--- Supplied material ---

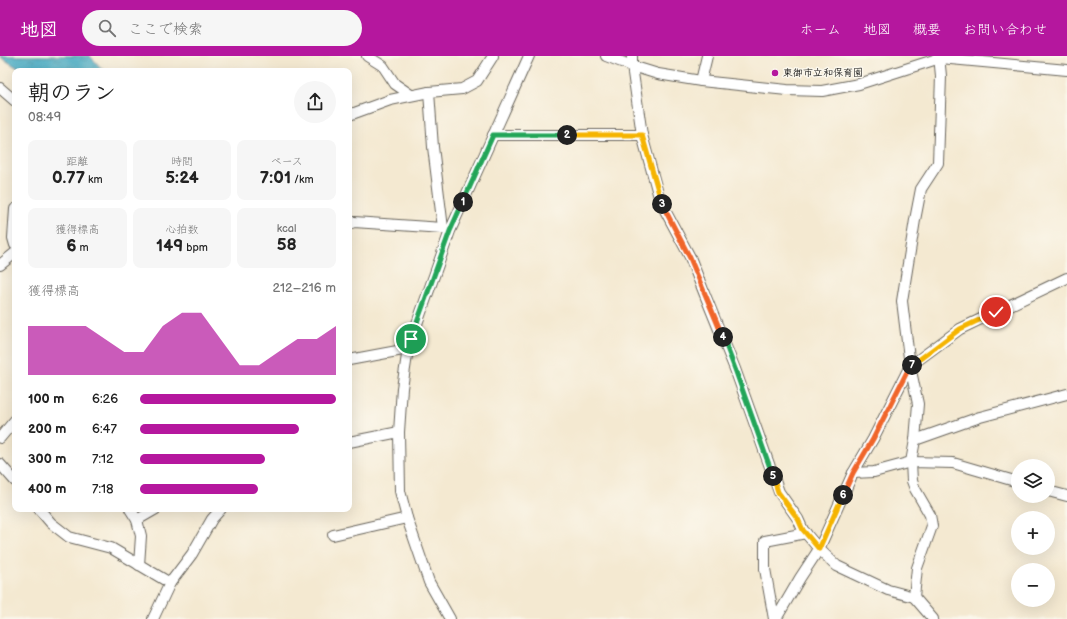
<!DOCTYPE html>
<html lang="ja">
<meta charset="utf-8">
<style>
body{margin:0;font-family:"Balsamiq Sans","Klee One",sans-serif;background:#f6f6f6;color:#222;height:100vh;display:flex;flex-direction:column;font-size:15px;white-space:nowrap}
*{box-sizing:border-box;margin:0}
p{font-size:13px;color:#767676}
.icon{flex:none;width:22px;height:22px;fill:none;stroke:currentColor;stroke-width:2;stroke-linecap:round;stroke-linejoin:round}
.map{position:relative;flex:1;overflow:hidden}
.panel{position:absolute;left:12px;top:12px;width:340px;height:444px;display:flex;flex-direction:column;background:#fff;border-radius:8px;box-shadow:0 4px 16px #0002}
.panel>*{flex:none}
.buttons{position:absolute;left:1011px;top:403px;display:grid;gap:8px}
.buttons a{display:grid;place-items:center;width:44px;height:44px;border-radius:50%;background:#fff;box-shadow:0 4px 16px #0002;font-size:20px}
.pin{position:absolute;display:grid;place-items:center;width:34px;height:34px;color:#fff;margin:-17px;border:2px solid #fff;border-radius:50%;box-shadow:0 1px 4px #0007}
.km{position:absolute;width:20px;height:20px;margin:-10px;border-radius:50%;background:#222;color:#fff;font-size:11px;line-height:20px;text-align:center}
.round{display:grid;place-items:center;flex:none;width:42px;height:42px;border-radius:21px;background:#f6f6f6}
.summary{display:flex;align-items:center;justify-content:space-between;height:68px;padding:0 16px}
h1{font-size:22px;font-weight:600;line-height:30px}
.stats{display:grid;grid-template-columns:repeat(3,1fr);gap:6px;height:68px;padding:4px 16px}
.stats div{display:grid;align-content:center;border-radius:8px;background:#f6f6f6;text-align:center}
.stats b{font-size:17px;font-weight:600}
.stats small{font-size:11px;font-weight:400}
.stats p{font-size:11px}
.chart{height:112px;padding:8px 16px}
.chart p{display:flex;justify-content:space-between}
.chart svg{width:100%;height:72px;margin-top:4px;fill:#b5179e;opacity:.7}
ul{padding:0 16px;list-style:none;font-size:13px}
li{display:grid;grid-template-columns:64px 48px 1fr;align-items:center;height:30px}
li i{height:10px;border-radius:5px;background:#b5179e}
header{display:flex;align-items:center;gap:24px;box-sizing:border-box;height:56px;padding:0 20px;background:#b5179e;color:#fff}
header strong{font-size:19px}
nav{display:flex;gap:22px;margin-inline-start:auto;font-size:14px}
.search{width:280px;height:36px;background:#f6f6f6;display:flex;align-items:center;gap:10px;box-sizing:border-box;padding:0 14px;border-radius:22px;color:#767676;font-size:15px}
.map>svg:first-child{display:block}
.water{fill:url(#water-ripples);stroke:#2f626f}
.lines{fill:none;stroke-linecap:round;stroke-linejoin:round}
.minor-casing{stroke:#68645b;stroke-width:12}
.minor{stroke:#fff;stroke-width:10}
.split-1-casing{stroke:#fff;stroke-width:8}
.split-2-casing{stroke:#fff;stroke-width:8}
.split-3-casing{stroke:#fff;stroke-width:8}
.split-4-casing{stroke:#fff;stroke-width:8}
.split-5-casing{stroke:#fff;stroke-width:8}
.split-6-casing{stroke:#fff;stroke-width:8}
.split-7-casing{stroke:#fff;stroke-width:8}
.split-8-casing{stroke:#fff;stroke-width:8}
.split-1{stroke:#22a559;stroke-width:5}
.split-2{stroke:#22a559;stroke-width:5}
.split-3{stroke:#f5b400;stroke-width:5}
.split-4{stroke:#f0652b;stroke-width:5}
.split-5{stroke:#22a559;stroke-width:5}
.split-6{stroke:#f5b400;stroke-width:5}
.split-7{stroke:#f0652b;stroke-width:5}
.split-8{stroke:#f5b400;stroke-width:5}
.poi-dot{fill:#b5179e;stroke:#fbf7ec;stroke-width:1.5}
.labels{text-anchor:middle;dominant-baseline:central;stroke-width:3;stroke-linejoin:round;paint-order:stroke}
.poi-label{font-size:10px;font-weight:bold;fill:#1c1c1c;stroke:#fbf7ec;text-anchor:start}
</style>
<header>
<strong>地図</strong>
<div class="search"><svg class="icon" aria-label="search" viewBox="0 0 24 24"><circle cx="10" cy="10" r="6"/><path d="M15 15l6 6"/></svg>ここで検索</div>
<nav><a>ホーム</a><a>地図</a><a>概要</a><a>お問い合わせ</a></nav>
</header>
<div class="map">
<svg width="1067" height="563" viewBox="0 0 1067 563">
<defs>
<pattern id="water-ripples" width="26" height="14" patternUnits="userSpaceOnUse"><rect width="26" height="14" fill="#42a9c2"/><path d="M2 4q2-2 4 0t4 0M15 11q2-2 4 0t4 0" fill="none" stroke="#36899d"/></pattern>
</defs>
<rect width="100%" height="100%" fill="#fbf7ec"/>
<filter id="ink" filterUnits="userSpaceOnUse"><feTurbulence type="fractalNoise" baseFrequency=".025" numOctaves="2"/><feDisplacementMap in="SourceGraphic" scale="8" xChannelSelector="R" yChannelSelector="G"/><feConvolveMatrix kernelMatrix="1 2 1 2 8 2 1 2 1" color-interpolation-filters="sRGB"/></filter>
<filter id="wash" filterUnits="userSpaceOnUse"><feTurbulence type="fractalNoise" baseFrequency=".012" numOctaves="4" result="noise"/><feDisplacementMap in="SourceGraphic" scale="16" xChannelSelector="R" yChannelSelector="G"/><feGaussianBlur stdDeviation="0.9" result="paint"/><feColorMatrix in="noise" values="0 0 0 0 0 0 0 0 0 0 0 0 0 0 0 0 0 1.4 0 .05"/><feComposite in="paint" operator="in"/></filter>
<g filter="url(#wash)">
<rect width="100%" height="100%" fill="#f4e9d1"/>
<!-- water -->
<path class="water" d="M0,0H90L104,15H23L0,1Z"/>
</g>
<g filter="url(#ink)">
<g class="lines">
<defs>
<g id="minor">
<path d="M367,0L383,10L395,28L411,39"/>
<path d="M606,0L632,10L658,18L701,25L787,34L822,35L859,28L940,2L1067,14"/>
<path d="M632,0V10L642,79L660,145L690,201L705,239L735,313L779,436L798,463L803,474L819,493L837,510L888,534L914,541L933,563"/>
<path d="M701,25L707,0"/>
<path d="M0,32L15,45"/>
<path d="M429,36L433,91L443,172"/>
<path d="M349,59L390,44L429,36L462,33L477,25L493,0"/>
<path d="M493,79H642"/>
<path d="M15,153L13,182L15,189"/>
<path d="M349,168L354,166L443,172L449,175"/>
<path d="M0,209L15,197"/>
<path d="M349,304L408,293"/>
<path d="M0,382L15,364"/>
<path d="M915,384L980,361L1067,338"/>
<path d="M349,386L399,376"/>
<path d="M0,408L15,425"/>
<path d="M853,417L874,416L911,406L953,407L1018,426"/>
<path d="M1048,435L1067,440"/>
<path d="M39,453L51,467L69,481L111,492L170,527"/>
<path d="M130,453L137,464L141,480L139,509"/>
<path d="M137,464L156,453"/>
<path d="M333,479L407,462"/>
<path d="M914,541L917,512L932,470L930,459L915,433L912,425L911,406L915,384L918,348L910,310L902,245L915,164L921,133L938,107L941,20L939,0"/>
<path d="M153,563L170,527L192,498L212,463L221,453"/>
<path d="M450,563L429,526L407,462L400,435L399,376L402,332L408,293L450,175L529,0"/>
<path d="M774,563L765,513V485L806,477"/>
<path d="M776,563L800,522L819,493L853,417L873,383L910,310L960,273L1067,222"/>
</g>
</defs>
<!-- minor casing -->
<use href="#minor" class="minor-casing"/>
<!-- minor -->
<use href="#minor" class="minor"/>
</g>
</g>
<g class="lines" filter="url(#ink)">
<defs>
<path id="split-1" d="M411,283L450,175L463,146"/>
<path id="split-2" d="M463,146L493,79H567"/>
<path id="split-3" d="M567,79H642L662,148"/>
<path id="split-4" d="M662,148L690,202L723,281"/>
<path id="split-5" d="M723,281L735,313L773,420"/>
<path id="split-6" d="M773,420L778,436L798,463L803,474L819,493L843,439"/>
<path id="split-7" d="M843,439L853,417L873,383L910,310L912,309"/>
<path id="split-8" d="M912,309L960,273L996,256"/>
</defs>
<!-- split-1 casing -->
<use href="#split-1" class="split-1-casing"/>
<!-- split-2 casing -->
<use href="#split-2" class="split-2-casing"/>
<!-- split-3 casing -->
<use href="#split-3" class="split-3-casing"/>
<!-- split-4 casing -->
<use href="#split-4" class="split-4-casing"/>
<!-- split-5 casing -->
<use href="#split-5" class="split-5-casing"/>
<!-- split-6 casing -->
<use href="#split-6" class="split-6-casing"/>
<!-- split-7 casing -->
<use href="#split-7" class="split-7-casing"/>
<!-- split-8 casing -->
<use href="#split-8" class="split-8-casing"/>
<!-- split-1 -->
<use href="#split-1" class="split-1"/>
<!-- split-2 -->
<use href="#split-2" class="split-2"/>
<!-- split-3 -->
<use href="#split-3" class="split-3"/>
<!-- split-4 -->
<use href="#split-4" class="split-4"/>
<!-- split-5 -->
<use href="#split-5" class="split-5"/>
<!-- split-6 -->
<use href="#split-6" class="split-6"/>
<!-- split-7 -->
<use href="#split-7" class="split-7"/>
<!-- split-8 -->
<use href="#split-8" class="split-8"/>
</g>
<!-- markers -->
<circle class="poi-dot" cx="775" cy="17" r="4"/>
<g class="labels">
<!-- poi labels -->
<g class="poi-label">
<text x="783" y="17">東御市立和保育園</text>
</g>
</g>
</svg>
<div class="buttons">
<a><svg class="icon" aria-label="layers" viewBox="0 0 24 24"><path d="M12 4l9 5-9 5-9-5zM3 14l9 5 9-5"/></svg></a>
<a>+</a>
<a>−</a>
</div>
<div class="pin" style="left:411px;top:283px;background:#1e9e55"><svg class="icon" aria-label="arrive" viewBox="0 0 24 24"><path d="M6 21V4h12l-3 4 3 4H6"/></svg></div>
<div class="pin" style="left:996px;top:256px;background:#d93025"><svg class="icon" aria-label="check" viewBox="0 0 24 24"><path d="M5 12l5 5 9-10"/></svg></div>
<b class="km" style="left:463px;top:146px">1</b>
<b class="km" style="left:567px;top:79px">2</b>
<b class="km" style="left:662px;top:148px">3</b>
<b class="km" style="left:723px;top:281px">4</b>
<b class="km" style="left:773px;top:420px">5</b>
<b class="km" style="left:843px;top:439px">6</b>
<b class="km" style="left:912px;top:309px">7</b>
<section class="panel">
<div class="summary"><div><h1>朝のラン</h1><p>08:49</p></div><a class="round"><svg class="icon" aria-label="share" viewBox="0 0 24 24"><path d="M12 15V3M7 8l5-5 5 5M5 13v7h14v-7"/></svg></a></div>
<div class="stats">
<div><p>距離</p><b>0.77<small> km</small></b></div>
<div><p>時間</p><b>5:24</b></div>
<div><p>ペース</p><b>7:01<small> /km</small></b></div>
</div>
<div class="stats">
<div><p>獲得標高</p><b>6<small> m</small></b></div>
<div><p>心拍数</p><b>149<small> bpm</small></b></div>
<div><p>kcal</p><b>58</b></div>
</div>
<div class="chart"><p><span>獲得標高</span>212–216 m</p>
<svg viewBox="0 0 160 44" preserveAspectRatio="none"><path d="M0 44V14L10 14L20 14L30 14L40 22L50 30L60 30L70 14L80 6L90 6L100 22L110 38L120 38L130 30L140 22L150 22L160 14V44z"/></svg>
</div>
<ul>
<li><b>100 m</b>6:26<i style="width:100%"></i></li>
<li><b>200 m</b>6:47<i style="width:81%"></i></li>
<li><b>300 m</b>7:12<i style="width:64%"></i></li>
<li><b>400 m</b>7:18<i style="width:60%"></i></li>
</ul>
</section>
</div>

---

From the line containing "<div><p>距離</p>" to the last line of the material, please quote every line exactly and only those.

<div><p>距離</p><b>0.77<small> km</small></b></div>
<div><p>時間</p><b>5:24</b></div>
<div><p>ペース</p><b>7:01<small> /km</small></b></div>
</div>
<div class="stats">
<div><p>獲得標高</p><b>6<small> m</small></b></div>
<div><p>心拍数</p><b>149<small> bpm</small></b></div>
<div><p>kcal</p><b>58</b></div>
</div>
<div class="chart"><p><span>獲得標高</span>212–216 m</p>
<svg viewBox="0 0 160 44" preserveAspectRatio="none"><path d="M0 44V14L10 14L20 14L30 14L40 22L50 30L60 30L70 14L80 6L90 6L100 22L110 38L120 38L130 30L140 22L150 22L160 14V44z"/></svg>
</div>
<ul>
<li><b>100 m</b>6:26<i style="width:100%"></i></li>
<li><b>200 m</b>6:47<i style="width:81%"></i></li>
<li><b>300 m</b>7:12<i style="width:64%"></i></li>
<li><b>400 m</b>7:18<i style="width:60%"></i></li>
</ul>
</section>
</div>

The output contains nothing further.